Registration is now open for CppCon 2021, which starts on October 24 and will be held both in person and online. To whet your appetite for this year’s conference, we’re posting videos of some of the top-rated talks from our most recent in-person conference in 2019 and our online conference in 2020. Here’s another CppCon talk video we hope you will enjoy – and why not register today for CppCon 2021 to attend in person, online, or both!
by Bob Steagall
Summary of the talk:
With the concurrency tools available in the modern C++ standard library, it is easier than ever to create multi-threaded programs. When we write such applications, there are sometimes cases in which a container simply must be shared among multiple threads. Of course, sharing is trivial if the only operations on the container are reads. In the case where reads greatly outnumber writes, acceptable performance is often attainable with a reader/writer mutex type, like std::shared_mutex. But suppose that the number of writes is similar to, or even greater than, the number of reads -- how does one then perform simultaneous reads and writes on a single container?
One common usage pattern is that, for a given operation, sets of related records are read and updated together. In order to prevent data races and inconsistent views of the data, such sets must be locked together as a unit before any of them can actually be read or updated. Further, it is very easy to accidentally create deadlocks by choosing a seemingly correct locking order. In order to avoid these problems, we would like a locking algorithm that provides three important properties: atomicity, consistency, and isolation.

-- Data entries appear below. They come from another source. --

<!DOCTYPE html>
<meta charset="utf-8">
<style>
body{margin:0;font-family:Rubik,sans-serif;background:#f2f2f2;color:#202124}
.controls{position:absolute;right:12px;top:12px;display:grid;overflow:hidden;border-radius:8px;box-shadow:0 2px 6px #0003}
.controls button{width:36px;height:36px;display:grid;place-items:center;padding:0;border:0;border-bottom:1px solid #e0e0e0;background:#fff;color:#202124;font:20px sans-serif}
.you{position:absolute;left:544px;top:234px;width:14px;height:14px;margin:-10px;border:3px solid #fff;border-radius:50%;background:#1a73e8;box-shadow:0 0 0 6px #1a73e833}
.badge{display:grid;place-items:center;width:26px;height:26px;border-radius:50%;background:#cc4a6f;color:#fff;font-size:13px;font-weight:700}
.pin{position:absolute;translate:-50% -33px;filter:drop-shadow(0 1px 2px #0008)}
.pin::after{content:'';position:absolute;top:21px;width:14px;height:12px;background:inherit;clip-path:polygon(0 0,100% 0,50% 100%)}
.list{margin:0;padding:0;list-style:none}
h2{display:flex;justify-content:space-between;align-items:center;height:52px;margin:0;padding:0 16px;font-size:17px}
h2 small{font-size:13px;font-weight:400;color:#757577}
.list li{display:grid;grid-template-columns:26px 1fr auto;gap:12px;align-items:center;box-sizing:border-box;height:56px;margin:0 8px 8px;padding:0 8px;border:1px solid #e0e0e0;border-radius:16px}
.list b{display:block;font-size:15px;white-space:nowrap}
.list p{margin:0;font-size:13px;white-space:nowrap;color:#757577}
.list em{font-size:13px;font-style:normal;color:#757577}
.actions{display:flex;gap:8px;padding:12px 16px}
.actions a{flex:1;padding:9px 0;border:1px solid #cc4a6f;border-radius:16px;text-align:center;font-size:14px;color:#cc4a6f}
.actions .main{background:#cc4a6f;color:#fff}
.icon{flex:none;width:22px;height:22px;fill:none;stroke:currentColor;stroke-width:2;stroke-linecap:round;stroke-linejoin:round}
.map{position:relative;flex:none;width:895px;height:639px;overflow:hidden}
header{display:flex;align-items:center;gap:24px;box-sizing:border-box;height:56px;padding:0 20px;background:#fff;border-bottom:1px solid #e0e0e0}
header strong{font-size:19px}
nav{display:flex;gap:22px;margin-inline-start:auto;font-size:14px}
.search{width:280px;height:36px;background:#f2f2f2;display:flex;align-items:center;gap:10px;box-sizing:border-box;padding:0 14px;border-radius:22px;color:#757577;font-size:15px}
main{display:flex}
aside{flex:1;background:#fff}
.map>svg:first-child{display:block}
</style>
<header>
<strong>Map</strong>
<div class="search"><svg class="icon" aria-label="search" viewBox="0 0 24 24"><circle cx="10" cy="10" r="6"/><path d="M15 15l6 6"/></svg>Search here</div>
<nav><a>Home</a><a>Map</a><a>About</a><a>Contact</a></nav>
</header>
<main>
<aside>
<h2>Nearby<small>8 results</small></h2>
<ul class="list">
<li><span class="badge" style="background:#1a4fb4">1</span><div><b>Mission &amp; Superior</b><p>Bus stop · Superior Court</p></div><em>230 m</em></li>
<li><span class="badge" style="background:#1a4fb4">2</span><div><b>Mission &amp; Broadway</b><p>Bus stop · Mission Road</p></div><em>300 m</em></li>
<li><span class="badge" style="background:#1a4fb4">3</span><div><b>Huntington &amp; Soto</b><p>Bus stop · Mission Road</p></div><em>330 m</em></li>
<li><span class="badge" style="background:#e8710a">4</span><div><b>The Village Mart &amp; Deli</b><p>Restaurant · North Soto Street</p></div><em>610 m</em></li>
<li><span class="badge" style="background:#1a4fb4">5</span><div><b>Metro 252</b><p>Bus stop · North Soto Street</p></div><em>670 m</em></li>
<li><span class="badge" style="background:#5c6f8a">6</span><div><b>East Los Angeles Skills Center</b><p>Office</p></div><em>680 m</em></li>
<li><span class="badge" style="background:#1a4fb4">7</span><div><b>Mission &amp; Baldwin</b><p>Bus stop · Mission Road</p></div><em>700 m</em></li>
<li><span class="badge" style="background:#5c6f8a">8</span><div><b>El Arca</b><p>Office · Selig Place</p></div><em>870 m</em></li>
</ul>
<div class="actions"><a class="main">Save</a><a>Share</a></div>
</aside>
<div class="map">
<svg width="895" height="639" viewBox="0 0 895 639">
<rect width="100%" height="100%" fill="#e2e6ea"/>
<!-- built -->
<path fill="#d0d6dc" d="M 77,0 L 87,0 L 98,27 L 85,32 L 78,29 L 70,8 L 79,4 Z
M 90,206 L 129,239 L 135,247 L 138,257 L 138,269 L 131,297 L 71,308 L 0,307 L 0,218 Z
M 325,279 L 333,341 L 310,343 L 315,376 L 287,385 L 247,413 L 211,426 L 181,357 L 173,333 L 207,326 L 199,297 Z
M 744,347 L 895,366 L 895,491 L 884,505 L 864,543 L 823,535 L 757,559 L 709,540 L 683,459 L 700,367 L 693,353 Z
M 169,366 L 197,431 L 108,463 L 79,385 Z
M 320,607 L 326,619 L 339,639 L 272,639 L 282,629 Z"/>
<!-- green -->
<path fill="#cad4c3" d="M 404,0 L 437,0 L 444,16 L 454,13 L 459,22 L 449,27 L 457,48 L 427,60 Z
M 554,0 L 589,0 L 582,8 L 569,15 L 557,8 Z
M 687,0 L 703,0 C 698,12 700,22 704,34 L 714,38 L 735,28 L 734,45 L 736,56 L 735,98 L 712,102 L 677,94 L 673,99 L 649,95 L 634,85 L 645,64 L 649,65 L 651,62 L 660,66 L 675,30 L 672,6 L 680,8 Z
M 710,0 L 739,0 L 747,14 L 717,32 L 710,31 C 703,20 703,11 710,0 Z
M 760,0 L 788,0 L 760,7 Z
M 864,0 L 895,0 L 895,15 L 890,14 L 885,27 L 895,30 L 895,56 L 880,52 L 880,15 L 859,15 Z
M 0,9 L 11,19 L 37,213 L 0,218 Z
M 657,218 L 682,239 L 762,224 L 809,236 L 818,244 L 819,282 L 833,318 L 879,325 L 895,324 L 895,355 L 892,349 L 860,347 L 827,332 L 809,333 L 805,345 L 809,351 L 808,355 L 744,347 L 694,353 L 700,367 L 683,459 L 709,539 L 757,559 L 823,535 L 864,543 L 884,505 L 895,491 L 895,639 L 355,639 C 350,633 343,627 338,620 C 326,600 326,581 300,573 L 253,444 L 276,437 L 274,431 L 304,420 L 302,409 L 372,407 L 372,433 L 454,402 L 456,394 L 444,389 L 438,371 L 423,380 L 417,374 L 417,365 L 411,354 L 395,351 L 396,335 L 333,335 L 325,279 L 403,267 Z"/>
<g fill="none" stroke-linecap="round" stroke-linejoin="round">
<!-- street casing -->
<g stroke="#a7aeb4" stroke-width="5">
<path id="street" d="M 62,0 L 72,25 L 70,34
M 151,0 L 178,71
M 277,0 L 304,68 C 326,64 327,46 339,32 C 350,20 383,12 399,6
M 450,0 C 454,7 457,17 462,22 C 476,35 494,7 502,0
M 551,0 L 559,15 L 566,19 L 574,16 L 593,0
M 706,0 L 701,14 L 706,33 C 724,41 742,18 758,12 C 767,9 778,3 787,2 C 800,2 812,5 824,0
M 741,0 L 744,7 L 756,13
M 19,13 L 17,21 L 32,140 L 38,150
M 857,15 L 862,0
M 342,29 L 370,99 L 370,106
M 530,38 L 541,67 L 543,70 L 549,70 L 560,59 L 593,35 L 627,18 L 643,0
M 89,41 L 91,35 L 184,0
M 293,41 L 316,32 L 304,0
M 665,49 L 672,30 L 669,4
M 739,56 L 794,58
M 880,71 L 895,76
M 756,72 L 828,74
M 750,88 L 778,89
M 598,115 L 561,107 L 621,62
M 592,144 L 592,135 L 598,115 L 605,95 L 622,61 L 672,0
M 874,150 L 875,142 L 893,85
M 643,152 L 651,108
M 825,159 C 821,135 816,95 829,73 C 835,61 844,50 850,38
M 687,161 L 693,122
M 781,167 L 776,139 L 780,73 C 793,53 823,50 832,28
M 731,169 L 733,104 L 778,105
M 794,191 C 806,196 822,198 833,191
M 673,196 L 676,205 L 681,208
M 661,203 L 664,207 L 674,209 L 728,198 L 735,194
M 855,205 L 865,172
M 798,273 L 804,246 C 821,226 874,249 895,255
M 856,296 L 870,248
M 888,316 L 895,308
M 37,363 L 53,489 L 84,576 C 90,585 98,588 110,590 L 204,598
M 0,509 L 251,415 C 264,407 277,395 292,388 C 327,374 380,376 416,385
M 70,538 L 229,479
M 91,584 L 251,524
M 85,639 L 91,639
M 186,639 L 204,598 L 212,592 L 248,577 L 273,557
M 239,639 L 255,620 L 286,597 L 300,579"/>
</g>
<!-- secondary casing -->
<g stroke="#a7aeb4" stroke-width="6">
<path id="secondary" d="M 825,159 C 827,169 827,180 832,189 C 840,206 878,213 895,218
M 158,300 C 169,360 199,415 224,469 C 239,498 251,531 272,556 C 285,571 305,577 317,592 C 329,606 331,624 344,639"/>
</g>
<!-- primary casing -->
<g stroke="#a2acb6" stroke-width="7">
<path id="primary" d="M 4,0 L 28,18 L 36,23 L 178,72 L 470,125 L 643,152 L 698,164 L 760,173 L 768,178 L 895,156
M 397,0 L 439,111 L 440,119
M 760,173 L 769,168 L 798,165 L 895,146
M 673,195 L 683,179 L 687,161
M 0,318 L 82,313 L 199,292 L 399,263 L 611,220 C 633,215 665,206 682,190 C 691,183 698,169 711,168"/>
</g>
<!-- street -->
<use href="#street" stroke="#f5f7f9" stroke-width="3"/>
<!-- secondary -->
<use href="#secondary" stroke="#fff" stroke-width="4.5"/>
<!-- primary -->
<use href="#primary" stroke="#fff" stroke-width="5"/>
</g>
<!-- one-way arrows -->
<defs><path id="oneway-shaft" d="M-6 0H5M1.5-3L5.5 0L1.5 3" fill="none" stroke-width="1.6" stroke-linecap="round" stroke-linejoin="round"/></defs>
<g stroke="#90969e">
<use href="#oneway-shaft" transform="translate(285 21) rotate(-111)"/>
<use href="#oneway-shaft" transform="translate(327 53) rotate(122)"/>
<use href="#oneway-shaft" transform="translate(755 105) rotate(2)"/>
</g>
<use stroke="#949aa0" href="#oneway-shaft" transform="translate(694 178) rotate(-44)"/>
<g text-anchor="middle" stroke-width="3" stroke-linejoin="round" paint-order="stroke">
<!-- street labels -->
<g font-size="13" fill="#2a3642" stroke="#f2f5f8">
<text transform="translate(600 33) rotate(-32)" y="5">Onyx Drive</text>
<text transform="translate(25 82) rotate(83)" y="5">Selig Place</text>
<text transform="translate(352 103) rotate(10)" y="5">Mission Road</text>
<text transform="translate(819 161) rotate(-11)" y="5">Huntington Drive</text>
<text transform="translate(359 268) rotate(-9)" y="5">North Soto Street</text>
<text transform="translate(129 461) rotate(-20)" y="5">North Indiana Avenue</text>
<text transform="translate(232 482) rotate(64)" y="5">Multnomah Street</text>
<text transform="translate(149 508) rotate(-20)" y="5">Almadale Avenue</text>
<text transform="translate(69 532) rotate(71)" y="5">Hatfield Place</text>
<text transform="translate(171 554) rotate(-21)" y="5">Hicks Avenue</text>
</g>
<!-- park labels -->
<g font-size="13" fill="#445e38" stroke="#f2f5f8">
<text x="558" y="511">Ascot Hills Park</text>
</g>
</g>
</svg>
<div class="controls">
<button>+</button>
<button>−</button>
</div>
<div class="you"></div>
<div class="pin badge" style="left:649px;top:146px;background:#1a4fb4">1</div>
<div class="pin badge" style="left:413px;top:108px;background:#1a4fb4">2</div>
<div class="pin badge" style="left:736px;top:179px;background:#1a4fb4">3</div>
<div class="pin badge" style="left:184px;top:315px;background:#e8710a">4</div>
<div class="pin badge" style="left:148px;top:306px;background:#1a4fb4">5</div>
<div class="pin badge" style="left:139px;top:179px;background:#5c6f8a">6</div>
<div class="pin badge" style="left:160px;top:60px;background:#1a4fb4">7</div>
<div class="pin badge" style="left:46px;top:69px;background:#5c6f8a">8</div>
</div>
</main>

This talk will describe an algorithm, implemented in C++, that performs such locking based on the concept of strict timestamp ordering. Using only facilities from the C++17 standard library, it employs a straightforward approach to multi-threaded, transactional record locking that requires minimal spatial overhead and yet fulfils the requirements of atomicity, consistency, and isolation. We'll discuss the pros, cons, and limitations of the algorithm, and provide some performance measurements.